• _WORK ORDER_: Exactly the lines from the opening of the data through the line containing "function write(font, color, halo, rows, align" should be reproduced, please, with nothing added.

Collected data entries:

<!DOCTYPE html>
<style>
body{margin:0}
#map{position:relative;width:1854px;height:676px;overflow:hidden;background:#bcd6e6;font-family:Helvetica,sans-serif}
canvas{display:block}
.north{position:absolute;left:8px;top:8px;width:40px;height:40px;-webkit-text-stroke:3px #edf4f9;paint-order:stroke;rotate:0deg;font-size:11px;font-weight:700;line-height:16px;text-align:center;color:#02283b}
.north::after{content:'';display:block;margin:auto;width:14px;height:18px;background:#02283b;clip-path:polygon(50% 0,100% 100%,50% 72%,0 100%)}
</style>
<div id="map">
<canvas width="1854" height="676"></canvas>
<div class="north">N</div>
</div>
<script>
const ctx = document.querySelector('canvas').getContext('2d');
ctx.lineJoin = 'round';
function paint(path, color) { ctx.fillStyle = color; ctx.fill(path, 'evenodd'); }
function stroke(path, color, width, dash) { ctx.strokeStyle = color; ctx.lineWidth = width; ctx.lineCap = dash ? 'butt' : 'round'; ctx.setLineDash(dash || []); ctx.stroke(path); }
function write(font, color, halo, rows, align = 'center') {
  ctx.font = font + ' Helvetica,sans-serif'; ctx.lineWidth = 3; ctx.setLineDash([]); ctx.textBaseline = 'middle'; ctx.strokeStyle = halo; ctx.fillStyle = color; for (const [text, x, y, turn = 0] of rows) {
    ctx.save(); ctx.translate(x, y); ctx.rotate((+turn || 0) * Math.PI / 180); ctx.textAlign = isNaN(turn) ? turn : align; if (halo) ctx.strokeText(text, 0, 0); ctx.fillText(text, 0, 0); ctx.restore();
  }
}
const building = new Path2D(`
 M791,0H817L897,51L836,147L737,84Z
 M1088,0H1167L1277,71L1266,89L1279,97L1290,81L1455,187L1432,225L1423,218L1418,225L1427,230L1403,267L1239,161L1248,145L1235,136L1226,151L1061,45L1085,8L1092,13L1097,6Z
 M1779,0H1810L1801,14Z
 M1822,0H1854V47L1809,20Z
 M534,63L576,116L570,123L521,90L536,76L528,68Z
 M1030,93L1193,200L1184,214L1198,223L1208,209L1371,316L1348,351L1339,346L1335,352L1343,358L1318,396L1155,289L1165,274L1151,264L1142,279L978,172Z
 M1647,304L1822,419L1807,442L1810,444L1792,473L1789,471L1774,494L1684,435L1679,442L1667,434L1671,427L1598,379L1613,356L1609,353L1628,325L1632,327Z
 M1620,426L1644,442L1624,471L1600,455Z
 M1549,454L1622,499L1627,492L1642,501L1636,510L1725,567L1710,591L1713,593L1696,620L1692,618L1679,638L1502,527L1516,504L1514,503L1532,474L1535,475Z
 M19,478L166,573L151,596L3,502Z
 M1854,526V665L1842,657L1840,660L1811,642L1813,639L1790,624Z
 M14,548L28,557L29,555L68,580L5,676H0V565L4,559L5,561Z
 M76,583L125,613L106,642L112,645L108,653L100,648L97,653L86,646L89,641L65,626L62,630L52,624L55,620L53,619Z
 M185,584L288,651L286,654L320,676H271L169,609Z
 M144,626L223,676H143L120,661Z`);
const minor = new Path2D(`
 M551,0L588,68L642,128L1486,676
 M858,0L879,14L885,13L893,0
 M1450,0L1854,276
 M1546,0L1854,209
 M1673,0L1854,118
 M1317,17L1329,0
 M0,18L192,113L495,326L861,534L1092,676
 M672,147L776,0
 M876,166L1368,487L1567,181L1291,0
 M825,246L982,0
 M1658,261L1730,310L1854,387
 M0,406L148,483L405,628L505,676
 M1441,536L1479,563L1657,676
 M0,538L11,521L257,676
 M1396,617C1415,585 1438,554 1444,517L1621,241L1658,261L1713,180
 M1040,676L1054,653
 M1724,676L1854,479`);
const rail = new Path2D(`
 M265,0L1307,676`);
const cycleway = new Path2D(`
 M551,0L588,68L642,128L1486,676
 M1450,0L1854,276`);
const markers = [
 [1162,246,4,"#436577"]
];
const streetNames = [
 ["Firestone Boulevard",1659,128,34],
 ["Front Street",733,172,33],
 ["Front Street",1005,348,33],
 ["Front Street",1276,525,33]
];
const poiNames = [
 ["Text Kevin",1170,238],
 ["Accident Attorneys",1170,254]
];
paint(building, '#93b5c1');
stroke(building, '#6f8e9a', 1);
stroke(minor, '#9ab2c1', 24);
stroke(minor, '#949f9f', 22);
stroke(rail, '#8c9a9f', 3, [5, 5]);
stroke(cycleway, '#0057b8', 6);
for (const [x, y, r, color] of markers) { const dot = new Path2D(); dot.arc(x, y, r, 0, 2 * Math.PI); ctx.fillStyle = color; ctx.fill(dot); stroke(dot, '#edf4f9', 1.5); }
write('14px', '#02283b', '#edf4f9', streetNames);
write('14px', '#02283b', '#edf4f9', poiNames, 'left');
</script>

• _EXERCISE ANSWER_:
<!DOCTYPE html>
<style>
body{margin:0}
#map{position:relative;width:1854px;height:676px;overflow:hidden;background:#bcd6e6;font-family:Helvetica,sans-serif}
canvas{display:block}
.north{position:absolute;left:8px;top:8px;width:40px;height:40px;-webkit-text-stroke:3px #edf4f9;paint-order:stroke;rotate:0deg;font-size:11px;font-weight:700;line-height:16px;text-align:center;color:#02283b}
.north::after{content:'';display:block;margin:auto;width:14px;height:18px;background:#02283b;clip-path:polygon(50% 0,100% 100%,50% 72%,0 100%)}
</style>
<div id="map">
<canvas width="1854" height="676"></canvas>
<div class="north">N</div>
</div>
<script>
const ctx = document.querySelector('canvas').getContext('2d');
ctx.lineJoin = 'round';
function paint(path, color) { ctx.fillStyle = color; ctx.fill(path, 'evenodd'); }
function stroke(path, color, width, dash) { ctx.strokeStyle = color; ctx.lineWidth = width; ctx.lineCap = dash ? 'butt' : 'round'; ctx.setLineDash(dash || []); ctx.stroke(path); }
function write(font, color, halo, rows, align = 'center') {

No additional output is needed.